Thursday 26 August 2010

I love meat... (Pig Club)

I enjoy eating meat.

I've toyed with vegetarianism but it's just not for me. But I also know what a huge impact the production and consumption of meat is having on the environment and how our desire for cheap animal protein blinds us to animal welfare issues. I'm also very conscious of the inequities of a food system that feeds vegetable protein to animals to meet the needs of rich consumers and lets the poor starve for want of a few calories. So our family eats meat once or twice a fortnight and we try and make sure we know exactly how that meat was raised, what it was fed on and how it was slaughtered. Of course the best way to do that is to keep your own animals and so I thought I'd use this post to say a little about my pig-keeping days.

For a few years in the late 90s I lived in a terraced house in Cheltenham Spa. The house was blessed with a long narrow back garden. We grew vegetables and kept chickens to start with but wanted to try something... bigger. More to the point my housemate wanted to start eating meat again but felt that to do this he had to be prepared to take full responsibility for an animal's life.

And so I was given 2 Gloucestershire old spot pigs for my 24th birthday.

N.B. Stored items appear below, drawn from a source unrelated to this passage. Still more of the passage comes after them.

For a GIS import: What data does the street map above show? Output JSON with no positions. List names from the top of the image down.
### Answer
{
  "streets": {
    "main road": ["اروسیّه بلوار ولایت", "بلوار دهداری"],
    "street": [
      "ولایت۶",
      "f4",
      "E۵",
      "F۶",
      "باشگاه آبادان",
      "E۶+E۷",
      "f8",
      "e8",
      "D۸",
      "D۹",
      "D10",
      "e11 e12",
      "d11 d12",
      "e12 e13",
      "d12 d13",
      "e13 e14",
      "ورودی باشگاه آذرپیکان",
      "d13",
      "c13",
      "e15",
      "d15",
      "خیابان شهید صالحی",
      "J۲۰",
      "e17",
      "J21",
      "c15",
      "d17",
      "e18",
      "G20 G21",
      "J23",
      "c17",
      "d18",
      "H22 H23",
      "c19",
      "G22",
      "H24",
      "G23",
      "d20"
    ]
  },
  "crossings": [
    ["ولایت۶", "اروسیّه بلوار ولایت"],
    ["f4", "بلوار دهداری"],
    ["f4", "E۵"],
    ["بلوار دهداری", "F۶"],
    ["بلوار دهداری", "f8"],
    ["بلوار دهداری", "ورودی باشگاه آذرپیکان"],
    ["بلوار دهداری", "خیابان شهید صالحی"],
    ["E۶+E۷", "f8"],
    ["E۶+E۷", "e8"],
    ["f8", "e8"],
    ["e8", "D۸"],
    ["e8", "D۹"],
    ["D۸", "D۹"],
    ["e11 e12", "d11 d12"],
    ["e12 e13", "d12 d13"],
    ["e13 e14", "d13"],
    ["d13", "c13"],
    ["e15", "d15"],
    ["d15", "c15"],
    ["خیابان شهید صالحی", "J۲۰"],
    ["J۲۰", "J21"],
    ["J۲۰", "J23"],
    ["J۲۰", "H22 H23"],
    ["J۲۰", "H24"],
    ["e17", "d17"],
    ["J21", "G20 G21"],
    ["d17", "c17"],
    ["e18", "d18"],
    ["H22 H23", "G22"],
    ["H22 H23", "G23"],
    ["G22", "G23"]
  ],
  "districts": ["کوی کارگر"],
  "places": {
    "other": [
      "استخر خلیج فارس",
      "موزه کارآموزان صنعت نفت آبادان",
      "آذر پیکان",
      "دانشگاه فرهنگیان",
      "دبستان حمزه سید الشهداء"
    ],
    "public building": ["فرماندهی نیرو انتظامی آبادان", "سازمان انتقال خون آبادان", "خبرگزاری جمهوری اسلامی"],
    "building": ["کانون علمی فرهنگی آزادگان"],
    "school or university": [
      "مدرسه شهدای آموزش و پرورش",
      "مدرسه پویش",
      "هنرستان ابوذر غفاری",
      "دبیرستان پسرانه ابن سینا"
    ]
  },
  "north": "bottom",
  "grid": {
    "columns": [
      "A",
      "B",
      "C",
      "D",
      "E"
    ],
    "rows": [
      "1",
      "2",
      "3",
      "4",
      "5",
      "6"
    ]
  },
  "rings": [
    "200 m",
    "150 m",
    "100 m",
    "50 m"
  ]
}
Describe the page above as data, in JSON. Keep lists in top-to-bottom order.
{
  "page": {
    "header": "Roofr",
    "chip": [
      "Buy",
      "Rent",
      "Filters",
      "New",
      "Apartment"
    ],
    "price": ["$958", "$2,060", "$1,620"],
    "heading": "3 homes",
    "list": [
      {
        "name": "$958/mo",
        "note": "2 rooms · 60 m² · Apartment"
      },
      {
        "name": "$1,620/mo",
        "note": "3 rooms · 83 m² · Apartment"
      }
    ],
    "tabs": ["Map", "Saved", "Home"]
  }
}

They grew quickly - surprisingly quickly - charmed us, and lived off food waste from the local wholefood shop (which I happened to run). They turned our garden over in no time, they even turned next door's garden over a couple of times too. The two of them (despite us agreeing not to name them they ended up being called Breakfast and Dinner) became a talking point on the street. No one complained (even when they escaped) and some of the older residents remembered when quite a few of the households had backyard pigs and how kitchen scraps were pooled to feed them.

After 6 months it was time for the pigs to be slaughtered and butchered and, like anxious parents choosing a primary school, my housemate and I visited several abattoirs before finding one we felt happy with.

Seeing the pigs off in the van was tough, seeing them return in small bags was even harder.

We invited friends and neighbours who'd known the pigs to try the pork, roasting a big joint. Many sitting round the table were nervous about eating meat from animals they'd known, but as the meat was carved tentative diners became enthusiastic eaters: the pork was fantastic, and we ate and shared every bit with respect. Over the next few months we made a point of eating every last scrap - 'nose to tail eating' as Fergus Henderson calls it. We made brawn, rillettes, fried the ears, made more refined pates, set jellies and cooked big roasts. We learned how to really cook and eat meat. We lost any sense of squeamishness about cooking and eating offal and we learned what an honour and a privilege it is to keep and eat your own animal.

And so when the idea of a pig club started doing the rounds in Bungay I was an enthusiastic advocate. A pig club, functioning much like any other CSA where members take financial and practical responsibility for a few pigs, is a great way to give people the kind of introduction to husbandry that I had in Cheltenham, but as part of a wider supportive group. The Bungay club has struggled to find the right piece of land but we're almost there now. Keep an eye on the Sustainable Bungay website for updates on our progress.

1 comment:

  1. Hi Josiah,

    Thanks for this really good look at what's involved in keeping and eating animals. Good story, too.

    The kind of engagement in animal husbandry you're talking about here could almost tempt me into eating meat again.